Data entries
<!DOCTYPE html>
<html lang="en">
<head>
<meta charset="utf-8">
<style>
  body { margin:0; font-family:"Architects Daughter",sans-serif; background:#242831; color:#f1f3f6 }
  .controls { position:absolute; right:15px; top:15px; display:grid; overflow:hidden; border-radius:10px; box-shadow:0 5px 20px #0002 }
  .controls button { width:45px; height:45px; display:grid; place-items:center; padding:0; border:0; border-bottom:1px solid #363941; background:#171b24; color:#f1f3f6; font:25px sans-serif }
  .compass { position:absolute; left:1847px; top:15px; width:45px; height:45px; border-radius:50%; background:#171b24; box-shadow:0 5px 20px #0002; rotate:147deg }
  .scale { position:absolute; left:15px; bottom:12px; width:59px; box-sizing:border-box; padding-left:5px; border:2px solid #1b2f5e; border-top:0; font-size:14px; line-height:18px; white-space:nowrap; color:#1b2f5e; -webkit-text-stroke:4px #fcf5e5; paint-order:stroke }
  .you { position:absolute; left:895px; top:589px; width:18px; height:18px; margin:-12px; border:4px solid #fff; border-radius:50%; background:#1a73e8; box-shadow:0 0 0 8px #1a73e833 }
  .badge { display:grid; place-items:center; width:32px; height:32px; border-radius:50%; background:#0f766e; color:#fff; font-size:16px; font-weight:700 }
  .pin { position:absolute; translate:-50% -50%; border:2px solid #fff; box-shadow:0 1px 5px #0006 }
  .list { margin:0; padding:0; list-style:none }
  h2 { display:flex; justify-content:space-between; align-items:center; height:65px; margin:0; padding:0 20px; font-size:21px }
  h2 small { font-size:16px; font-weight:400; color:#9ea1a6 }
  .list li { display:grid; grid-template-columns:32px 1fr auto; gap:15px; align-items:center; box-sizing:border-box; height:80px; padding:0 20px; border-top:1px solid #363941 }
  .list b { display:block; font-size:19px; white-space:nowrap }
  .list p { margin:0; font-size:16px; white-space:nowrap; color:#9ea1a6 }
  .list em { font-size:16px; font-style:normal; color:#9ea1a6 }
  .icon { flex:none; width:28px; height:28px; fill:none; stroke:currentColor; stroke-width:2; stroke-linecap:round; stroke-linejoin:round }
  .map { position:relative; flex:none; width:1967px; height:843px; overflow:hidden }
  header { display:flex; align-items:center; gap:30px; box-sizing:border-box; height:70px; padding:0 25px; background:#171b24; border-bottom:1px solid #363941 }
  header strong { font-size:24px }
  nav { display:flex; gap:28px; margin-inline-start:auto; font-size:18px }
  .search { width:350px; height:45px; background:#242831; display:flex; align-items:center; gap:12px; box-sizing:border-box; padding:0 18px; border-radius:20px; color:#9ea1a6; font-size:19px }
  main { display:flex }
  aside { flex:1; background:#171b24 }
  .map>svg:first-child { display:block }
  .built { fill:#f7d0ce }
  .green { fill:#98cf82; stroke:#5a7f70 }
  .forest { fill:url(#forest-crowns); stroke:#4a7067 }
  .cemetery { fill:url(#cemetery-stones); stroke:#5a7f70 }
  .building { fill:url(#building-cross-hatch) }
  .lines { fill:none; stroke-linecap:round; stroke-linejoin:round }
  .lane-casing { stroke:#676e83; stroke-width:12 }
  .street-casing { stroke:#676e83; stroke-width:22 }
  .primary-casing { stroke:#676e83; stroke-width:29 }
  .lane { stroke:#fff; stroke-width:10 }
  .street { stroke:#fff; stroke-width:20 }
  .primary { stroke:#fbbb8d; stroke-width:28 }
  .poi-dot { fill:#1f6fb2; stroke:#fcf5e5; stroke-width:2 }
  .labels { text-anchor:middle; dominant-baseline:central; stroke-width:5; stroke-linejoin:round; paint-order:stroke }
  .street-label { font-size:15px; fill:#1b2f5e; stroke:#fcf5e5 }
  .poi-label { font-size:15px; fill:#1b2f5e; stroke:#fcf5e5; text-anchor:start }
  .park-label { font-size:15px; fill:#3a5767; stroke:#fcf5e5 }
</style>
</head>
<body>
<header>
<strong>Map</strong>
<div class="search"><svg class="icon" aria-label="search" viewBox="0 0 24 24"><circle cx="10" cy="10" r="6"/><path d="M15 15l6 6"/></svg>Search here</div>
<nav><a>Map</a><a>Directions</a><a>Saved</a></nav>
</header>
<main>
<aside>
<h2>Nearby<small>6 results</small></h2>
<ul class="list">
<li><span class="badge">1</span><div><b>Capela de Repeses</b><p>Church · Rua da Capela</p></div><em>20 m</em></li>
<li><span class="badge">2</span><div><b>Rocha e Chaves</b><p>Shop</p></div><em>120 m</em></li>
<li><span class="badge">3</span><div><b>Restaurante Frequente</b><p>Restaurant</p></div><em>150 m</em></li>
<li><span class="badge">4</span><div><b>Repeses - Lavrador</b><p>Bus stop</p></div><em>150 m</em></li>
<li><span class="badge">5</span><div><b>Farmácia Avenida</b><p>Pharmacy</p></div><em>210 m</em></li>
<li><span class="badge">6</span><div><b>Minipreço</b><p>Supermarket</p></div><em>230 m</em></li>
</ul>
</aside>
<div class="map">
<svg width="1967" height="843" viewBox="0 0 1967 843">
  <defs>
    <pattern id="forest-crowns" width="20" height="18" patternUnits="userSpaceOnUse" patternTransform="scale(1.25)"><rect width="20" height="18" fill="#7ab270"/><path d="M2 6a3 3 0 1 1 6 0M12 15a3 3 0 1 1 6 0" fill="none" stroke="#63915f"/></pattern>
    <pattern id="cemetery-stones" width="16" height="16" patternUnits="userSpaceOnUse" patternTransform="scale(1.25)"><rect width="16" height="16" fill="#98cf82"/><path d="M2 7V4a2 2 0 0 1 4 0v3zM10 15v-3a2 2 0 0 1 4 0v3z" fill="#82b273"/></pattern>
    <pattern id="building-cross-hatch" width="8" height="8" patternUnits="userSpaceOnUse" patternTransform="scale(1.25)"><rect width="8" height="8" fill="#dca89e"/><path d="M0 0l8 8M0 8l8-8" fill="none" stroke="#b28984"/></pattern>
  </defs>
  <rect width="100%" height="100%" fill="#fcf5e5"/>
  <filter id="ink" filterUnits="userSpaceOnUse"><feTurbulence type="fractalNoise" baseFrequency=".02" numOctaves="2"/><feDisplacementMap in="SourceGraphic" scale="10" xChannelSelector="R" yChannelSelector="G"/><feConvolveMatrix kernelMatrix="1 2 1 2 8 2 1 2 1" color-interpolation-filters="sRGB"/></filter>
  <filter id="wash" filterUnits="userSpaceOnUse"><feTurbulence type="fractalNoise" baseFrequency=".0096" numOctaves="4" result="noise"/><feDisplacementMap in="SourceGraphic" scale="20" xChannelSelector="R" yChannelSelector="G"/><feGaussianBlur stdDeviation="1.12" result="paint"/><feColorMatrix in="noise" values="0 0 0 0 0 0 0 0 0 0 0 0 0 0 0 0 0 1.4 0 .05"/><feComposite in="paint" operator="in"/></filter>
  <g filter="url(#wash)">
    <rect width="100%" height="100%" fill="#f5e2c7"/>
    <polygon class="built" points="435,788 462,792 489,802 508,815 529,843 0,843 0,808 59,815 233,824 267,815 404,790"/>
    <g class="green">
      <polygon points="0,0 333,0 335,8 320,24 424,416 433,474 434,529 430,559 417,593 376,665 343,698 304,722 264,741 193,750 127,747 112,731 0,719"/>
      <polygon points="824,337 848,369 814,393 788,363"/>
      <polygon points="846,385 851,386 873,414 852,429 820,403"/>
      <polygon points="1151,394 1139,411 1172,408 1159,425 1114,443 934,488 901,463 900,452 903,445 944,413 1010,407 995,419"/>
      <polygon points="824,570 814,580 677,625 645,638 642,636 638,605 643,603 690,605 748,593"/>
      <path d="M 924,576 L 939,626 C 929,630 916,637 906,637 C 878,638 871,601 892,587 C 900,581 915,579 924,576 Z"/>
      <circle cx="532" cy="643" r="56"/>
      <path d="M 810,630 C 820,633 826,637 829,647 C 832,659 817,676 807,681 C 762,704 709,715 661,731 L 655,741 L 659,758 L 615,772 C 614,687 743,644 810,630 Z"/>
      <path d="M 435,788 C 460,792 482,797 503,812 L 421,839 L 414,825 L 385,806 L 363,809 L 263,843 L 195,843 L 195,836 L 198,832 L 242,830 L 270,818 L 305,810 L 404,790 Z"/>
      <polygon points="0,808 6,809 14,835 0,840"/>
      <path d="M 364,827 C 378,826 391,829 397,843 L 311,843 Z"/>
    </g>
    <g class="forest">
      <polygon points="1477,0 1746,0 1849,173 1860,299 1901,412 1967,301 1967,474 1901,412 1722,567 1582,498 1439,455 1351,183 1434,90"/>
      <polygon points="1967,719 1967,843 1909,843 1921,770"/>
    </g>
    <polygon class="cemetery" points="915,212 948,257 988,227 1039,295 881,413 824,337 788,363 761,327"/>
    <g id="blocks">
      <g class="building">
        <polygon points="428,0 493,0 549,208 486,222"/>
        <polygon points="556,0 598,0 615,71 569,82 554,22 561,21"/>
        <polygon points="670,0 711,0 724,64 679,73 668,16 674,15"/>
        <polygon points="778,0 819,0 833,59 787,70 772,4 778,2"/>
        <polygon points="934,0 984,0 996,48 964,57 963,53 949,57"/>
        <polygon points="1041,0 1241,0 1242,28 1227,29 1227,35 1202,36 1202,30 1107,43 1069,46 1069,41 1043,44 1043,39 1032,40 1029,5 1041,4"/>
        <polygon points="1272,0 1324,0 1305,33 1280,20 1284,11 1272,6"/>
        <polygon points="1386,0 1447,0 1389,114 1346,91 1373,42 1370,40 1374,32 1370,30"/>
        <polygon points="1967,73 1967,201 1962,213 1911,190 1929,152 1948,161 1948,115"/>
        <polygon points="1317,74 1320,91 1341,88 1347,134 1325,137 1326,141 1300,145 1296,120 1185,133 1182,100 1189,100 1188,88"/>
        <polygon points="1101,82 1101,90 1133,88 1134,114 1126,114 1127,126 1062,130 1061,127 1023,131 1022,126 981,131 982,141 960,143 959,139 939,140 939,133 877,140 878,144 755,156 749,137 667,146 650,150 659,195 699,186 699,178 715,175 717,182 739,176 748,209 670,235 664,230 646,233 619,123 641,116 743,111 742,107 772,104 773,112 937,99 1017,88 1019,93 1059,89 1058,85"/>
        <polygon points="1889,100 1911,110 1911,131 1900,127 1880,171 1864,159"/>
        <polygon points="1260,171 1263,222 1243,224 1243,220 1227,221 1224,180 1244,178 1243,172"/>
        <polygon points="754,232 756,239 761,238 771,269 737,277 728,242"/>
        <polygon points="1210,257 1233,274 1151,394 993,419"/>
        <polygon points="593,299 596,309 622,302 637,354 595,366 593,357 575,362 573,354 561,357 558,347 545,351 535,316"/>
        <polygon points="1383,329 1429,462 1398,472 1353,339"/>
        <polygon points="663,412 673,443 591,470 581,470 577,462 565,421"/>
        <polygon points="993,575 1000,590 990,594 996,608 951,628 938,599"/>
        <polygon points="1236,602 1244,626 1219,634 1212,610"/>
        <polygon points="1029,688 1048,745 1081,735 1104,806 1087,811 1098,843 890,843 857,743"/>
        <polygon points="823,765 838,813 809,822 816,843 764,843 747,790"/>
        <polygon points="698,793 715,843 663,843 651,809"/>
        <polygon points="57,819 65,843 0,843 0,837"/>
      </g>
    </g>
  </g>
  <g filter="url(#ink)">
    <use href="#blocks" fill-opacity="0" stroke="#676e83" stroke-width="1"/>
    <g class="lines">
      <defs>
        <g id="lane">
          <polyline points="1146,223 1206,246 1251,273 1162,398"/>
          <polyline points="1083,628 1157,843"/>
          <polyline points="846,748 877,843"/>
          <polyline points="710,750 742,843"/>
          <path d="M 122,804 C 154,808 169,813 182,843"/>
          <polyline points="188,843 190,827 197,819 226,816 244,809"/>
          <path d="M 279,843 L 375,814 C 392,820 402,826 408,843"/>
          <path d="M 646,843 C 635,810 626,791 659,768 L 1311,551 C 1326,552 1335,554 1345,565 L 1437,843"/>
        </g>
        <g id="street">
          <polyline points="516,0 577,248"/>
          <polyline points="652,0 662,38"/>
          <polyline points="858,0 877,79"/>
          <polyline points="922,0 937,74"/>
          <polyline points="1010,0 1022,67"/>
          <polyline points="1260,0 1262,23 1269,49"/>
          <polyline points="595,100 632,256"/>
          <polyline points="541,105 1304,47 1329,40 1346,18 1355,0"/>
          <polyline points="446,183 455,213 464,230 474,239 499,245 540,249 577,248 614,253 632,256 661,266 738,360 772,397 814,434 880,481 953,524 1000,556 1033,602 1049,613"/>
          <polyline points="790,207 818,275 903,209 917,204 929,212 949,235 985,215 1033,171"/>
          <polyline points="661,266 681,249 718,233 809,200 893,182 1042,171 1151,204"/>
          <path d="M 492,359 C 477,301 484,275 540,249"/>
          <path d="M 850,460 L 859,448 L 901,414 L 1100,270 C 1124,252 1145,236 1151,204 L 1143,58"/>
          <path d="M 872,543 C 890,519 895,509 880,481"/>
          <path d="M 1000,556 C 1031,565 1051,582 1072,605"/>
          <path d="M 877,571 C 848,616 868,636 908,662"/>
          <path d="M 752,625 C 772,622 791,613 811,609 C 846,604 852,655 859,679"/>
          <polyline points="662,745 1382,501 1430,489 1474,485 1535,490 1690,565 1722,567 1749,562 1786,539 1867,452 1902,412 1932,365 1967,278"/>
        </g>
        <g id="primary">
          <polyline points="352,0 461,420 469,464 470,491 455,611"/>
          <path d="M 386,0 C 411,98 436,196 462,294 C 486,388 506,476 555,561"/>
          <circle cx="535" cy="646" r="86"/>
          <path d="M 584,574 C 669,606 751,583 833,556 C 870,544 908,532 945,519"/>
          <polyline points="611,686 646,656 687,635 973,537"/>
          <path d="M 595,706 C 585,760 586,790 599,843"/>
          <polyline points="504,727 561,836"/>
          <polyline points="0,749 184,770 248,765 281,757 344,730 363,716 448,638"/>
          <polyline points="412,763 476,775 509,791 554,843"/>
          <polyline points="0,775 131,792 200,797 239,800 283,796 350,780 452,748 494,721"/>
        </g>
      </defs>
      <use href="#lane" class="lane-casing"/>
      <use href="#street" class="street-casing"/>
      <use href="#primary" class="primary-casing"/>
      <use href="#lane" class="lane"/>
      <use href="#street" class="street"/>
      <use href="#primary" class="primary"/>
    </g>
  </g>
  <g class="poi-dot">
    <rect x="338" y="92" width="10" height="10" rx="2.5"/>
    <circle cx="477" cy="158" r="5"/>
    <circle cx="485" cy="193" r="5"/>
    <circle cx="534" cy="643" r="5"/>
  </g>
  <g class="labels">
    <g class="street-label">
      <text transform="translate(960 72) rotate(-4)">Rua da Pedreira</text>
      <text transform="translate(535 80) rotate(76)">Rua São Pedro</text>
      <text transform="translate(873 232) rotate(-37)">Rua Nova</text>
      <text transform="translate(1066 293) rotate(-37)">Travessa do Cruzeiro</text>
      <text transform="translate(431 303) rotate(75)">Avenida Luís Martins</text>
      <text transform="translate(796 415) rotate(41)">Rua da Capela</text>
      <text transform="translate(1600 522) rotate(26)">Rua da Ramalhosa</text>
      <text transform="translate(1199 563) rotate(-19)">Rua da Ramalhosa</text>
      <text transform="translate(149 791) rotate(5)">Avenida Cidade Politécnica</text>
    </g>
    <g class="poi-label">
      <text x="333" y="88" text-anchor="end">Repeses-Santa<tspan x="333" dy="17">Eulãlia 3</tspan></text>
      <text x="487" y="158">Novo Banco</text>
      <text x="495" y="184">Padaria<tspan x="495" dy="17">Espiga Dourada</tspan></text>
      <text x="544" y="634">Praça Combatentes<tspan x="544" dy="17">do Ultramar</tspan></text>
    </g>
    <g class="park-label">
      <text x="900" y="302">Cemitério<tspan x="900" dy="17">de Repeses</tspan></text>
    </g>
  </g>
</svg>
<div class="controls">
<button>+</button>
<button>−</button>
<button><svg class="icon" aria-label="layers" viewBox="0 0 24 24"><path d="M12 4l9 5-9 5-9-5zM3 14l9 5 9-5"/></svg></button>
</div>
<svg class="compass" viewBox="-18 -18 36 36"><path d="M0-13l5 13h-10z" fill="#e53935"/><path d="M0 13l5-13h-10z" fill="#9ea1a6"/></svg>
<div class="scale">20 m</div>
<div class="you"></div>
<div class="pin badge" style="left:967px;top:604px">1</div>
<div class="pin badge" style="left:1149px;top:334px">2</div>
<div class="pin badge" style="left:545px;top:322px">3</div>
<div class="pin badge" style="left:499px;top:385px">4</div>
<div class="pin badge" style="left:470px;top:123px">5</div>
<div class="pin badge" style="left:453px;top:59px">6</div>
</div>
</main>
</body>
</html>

### [TASK INSTRUCTIONS]
Only the lines from the start of the data to the line holding "position:absolute; left:15px; bottom:12px;" are wanted; return them exactly, both ends included.

### [OUTPUT OF THE EXERCISE]
<!DOCTYPE html>
<html lang="en">
<head>
<meta charset="utf-8">
<style>
  body { margin:0; font-family:"Architects Daughter",sans-serif; background:#242831; color:#f1f3f6 }
  .controls { position:absolute; right:15px; top:15px; display:grid; overflow:hidden; border-radius:10px; box-shadow:0 5px 20px #0002 }
  .controls button { width:45px; height:45px; display:grid; place-items:center; padding:0; border:0; border-bottom:1px solid #363941; background:#171b24; color:#f1f3f6; font:25px sans-serif }
  .compass { position:absolute; left:1847px; top:15px; width:45px; height:45px; border-radius:50%; background:#171b24; box-shadow:0 5px 20px #0002; rotate:147deg }
  .scale { position:absolute; left:15px; bottom:12px; width:59px; box-sizing:border-box; padding-left:5px; border:2px solid #1b2f5e; border-top:0; font-size:14px; line-height:18px; white-space:nowrap; color:#1b2f5e; -webkit-text-stroke:4px #fcf5e5; paint-order:stroke }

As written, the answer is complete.